Delegate Bob Marshall and Chesapeake minister E.W. Jackson, who’ve been less directly abrasive toward the front-runner, say their election day surprise will come with the intensity of their quiet, ardent armies of conservative backers.

“Any one of these candidates could be a U.S. senator, but the question I pose is, ’Which is the right person for this moment in history?’ and I believe that many are concluding that the right person for this time is me,” said Mr. Jackson, who will spend the primary’s final Sunday appealing for votes from other preachers’ pulpits, not his own.

Mr. Marshall, the General Assembly’s foremost tail gunner for anti-abortion, anti-gay and gun rights, said he’s banking on determined backing from resolute religious conservatives in a very low-turnout primary.

“Every race I’ve run, I’ve had people who are very dedicated. I’ve not had the money, but I’ve had the dedicated volunteers,” Mr. Marshall said.

Tuesday, however, is the first time Mr. Marshall’s name has appeared on a ballot statewide. He came within a 65 delegate votes — a margin of less than 1 percentage point — of upsetting former Gov. Jim Gilmore for the 2008 GOP Senate nomination in 2008’s bitterly contested state GOP convention.

Mr. Allen said he also worries that supporters sure of his victory might neglect voting, potentially validating Mr. Marshall’s scenario.

“My biggest concern is complacency,” Mr. Allen said. “Folks have to get out and vote and not say, ’Gosh, he’s got it made,’ or ’It’s raining, we don’t need to vote.’”

“When somebody says, ’Aw, you’ve got it made,’ I don’t like to hear that,” he said.

A Washington Post poll last month showed likely primary voters favoring Mr. Allen over the rest of the field by nearly a 2-to-1 ratio. Sixty-two percent supported Mr. Allen compared to 12 percent for Mr. Marshall, 5 percent for Ms. Radtke and 3 percent for Mr. Jackson. The newspaper surveyed 1,101 adults, including 964 registered voters

Mr. Allen’s lopsided edge in money, connections, organization and name recognition are not on the underdogs’ side. Nor is history.

Consider:

• Of the nearly $7.6 million all four remaining Republican candidates have received through May 23, Mr. Allen’s take of $6.7 million accounts for nearly 90 percent of it. Of the more than $4.8 million the four have collectively spend in the primary, 82 percent came from Mr. Allen. Mr. Allen had more than $2.7 million in the bank for the primary’s final three weeks compared with just $82,295 for the other three combined.

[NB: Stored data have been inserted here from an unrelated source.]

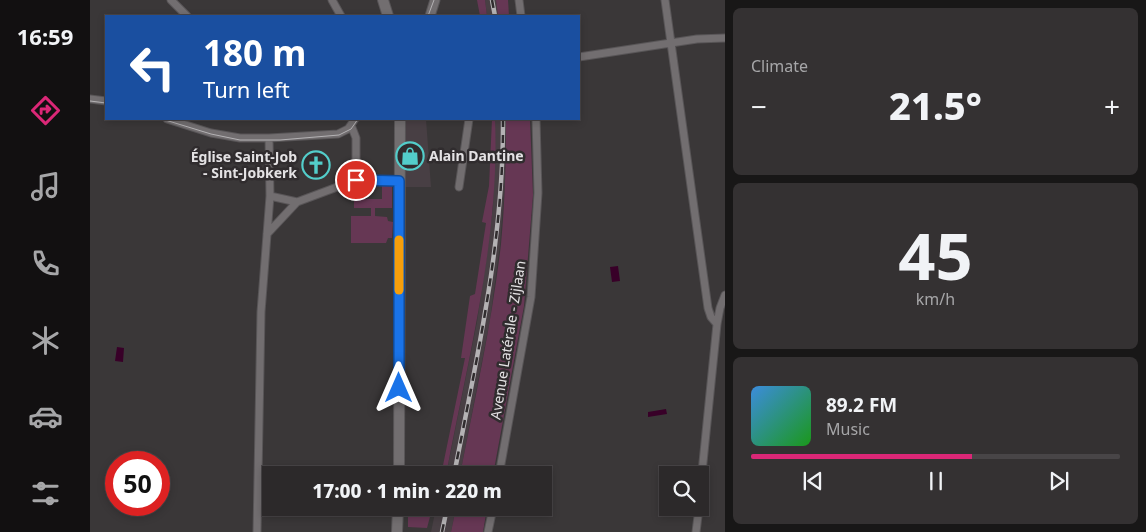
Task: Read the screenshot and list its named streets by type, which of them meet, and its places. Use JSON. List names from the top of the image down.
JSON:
{
  "streets": {
    "street": ["Avenue Latérale - Zijlaan"]
  },
  "places": {
    "shop": ["Alain Dantine"],
    "church": ["Église Saint-Job - Sint-Jobkerk"]
  },
  "page": {
    "tabs": "16:59",
    "tile": [
      "Climate",
      ["45", "km/h"]
    ],
    "turn": ["180 m", "Turn left"],
    "heat": ["−", "21.5°", "+"],
    "song": ["89.2 FM", "Music"],
    "limit": "50",
    "trip": "17:00 · 1 min · 220 m"
  }
}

• Mr. Allen, whose election as governor in 1993 began an eight-year Republican renaissance in Virginia, has brought important GOP figures off the sidelines before the primary: the Republican governor and lieutenant governor, and U.S. House Majority Leader Eric Cantor.

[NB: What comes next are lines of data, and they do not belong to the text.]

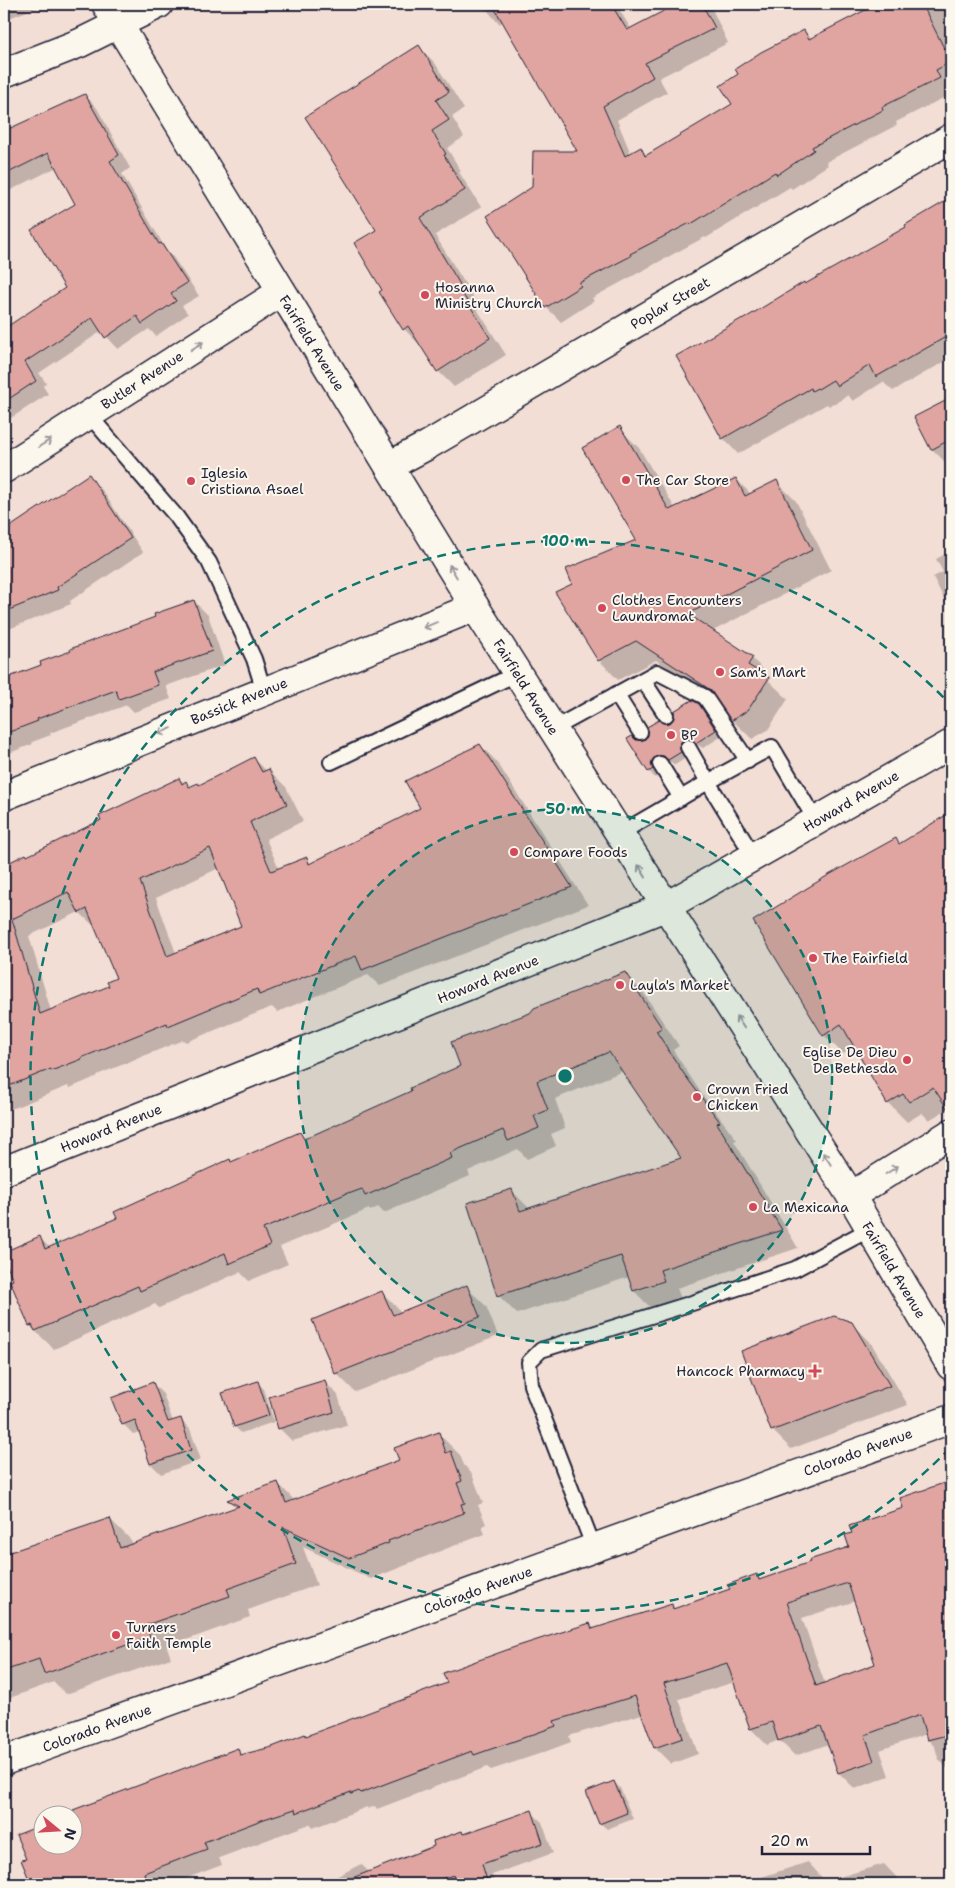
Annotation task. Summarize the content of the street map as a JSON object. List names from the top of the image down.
{
  "streets": {
    "street": [
      "Poplar Street",
      "Fairfield Avenue",
      "Butler Avenue",
      "Bassick Avenue",
      "Howard Avenue",
      "Colorado Avenue"
    ]
  },
  "crossings": [
    ["Poplar Street", "Fairfield Avenue"],
    ["Fairfield Avenue", "Butler Avenue"],
    ["Fairfield Avenue", "Bassick Avenue"],
    ["Fairfield Avenue", "Howard Avenue"]
  ],
  "one_way": ["Fairfield Avenue", "Butler Avenue", "Bassick Avenue"],
  "places": {
    "other": [
      "Hosanna Ministry Church",
      "The Car Store",
      "Iglesia Cristiana Asael",
      "Clothes Encounters Laundromat",
      "Sam's Mart",
      "BP",
      "Compare Foods",
      "The Fairfield",
      "Layla's Market",
      "Eglise De Dieu De Bethesda",
      "Crown Fried Chicken",
      "La Mexicana",
      "Turners Faith Temple"
    ],
    "health": ["Hancock Pharmacy"]
  },
  "scale_bar": "20 m",
  "north": "right",
  "rings": ["100 m", "50 m"]
}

• The collection of political pros and longtime personal advisers who guided Mr. Allen’s victorious gubernatorial and 2000 U.S. Senate bids, are back at his side, reconnected with the local GOP networks of old.

• He hasn’t beaten himself. Having learned painful lessons from the chaotic, gaffe-strewn failure of his 2006 re-election loss, Mr. Allen has been disciplined and cautious in public this time, just as he was in earlier victories. His shoot-from-the-lip approach then produced his “macaca” moment, when online video of him disparaging an American-born Webb campaign aide of Indian descent at a rally derailed a political career that many Republicans felt had presidential potential.

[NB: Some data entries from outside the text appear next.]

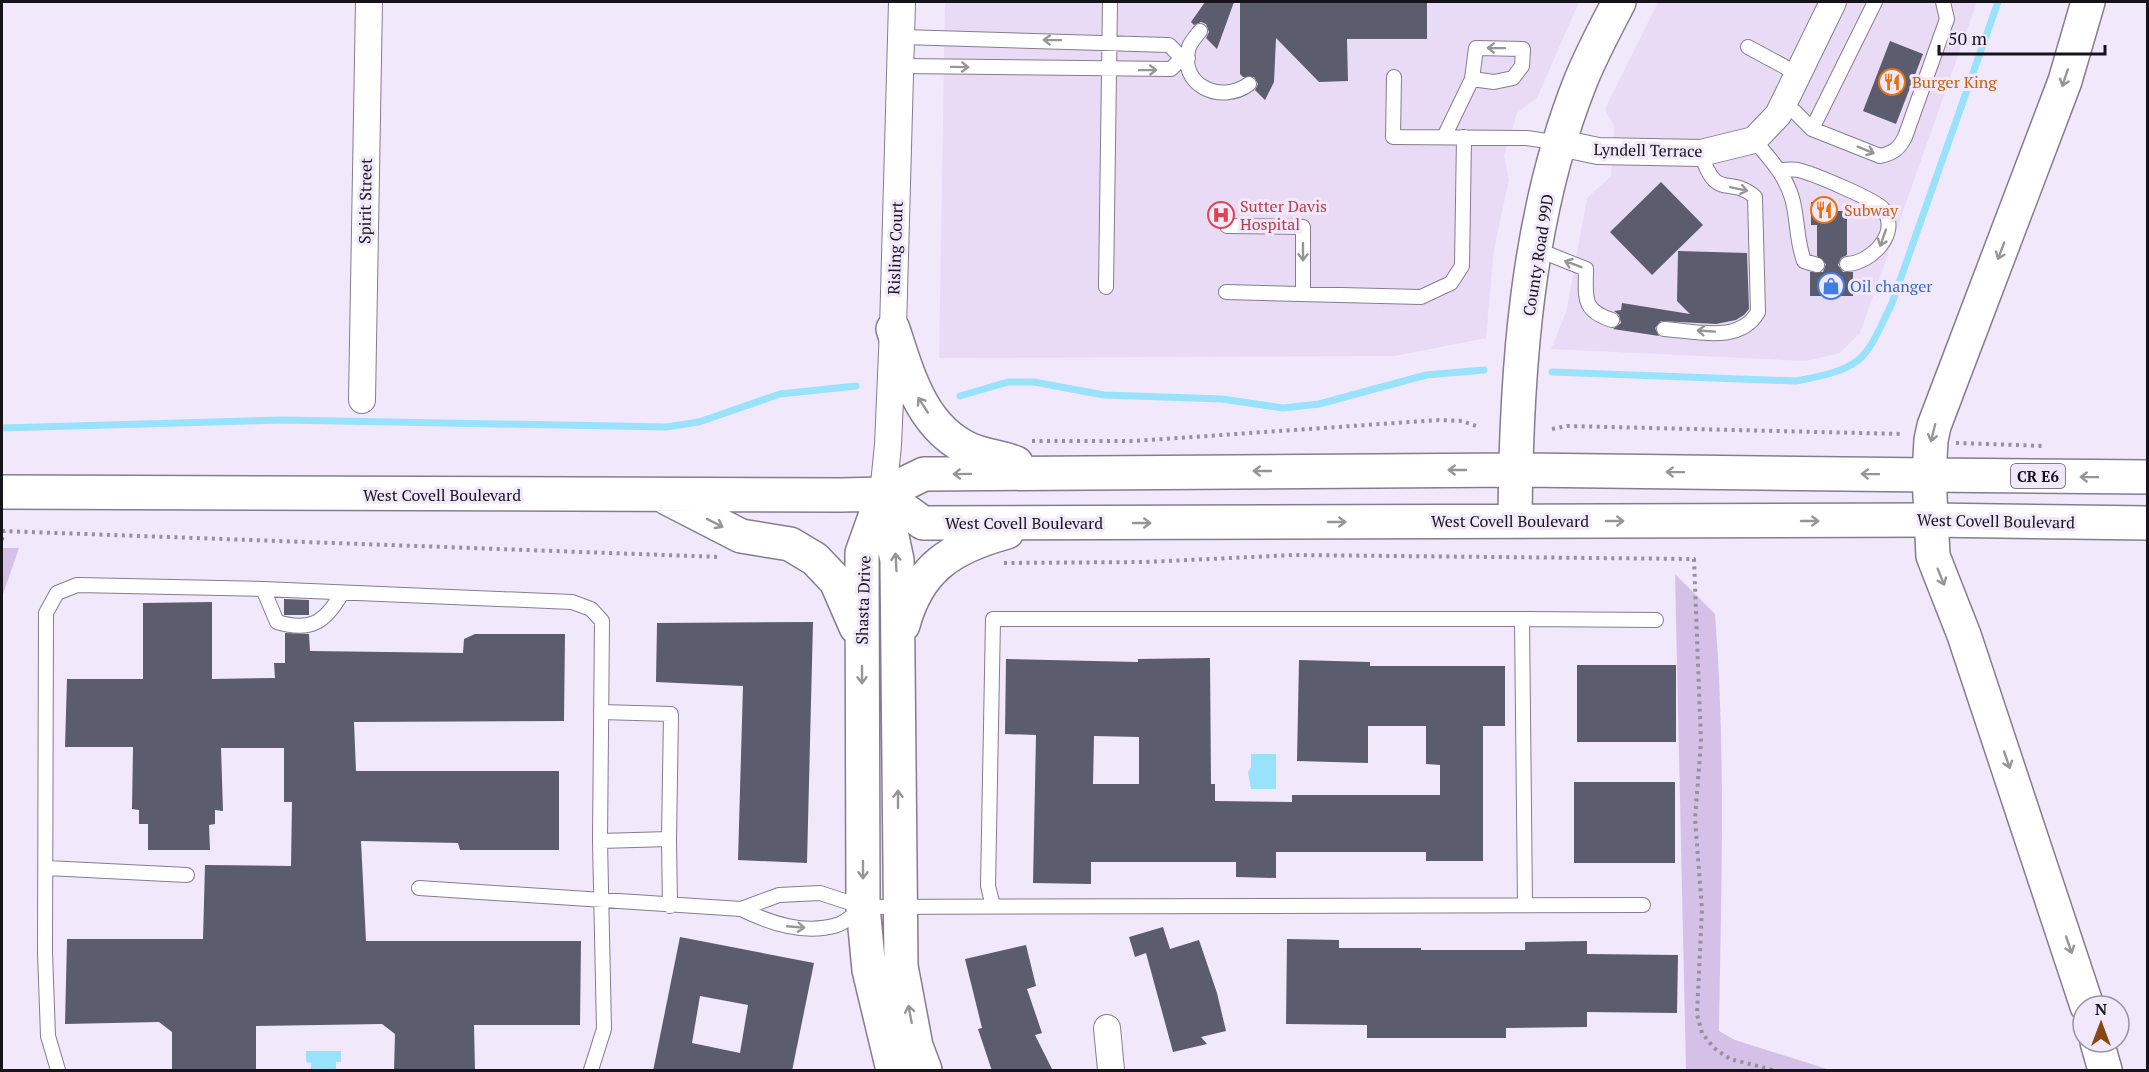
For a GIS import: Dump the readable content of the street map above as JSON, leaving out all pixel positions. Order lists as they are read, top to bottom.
{
  "streets": {
    "main road": [
      "County Road 99D",
      "CR E6",
      "West Covell Boulevard",
      "Shasta Drive"
    ],
    "street": ["Lyndell Terrace", "Spirit Street", "Risling Court"]
  },
  "crossings": [
    ["Lyndell Terrace", "County Road 99D"],
    ["Risling Court", "West Covell Boulevard"],
    ["Risling Court", "Shasta Drive"],
    ["County Road 99D", "West Covell Boulevard"],
    ["West Covell Boulevard", "Shasta Drive"]
  ],
  "places": {
    "restaurant": ["Burger King", "Subway"],
    "hospital": ["Sutter Davis Hospital"],
    "shop": ["Oil changer"]
  },
  "scale_bar": "50 m",
  "north": "top"
}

Much of the credit for that comes from the heavy and conspicuous role of his wife, Susan Allen, who keeps him focused. She was largely invisible and had little input until the desperate late stages of his losing campaign against Webb.

“She’s a pretty good coach,” said Mr. Allen, namesake son of the late Hall of Fame Washington Redskins coach. “And mostly, I listen to her.”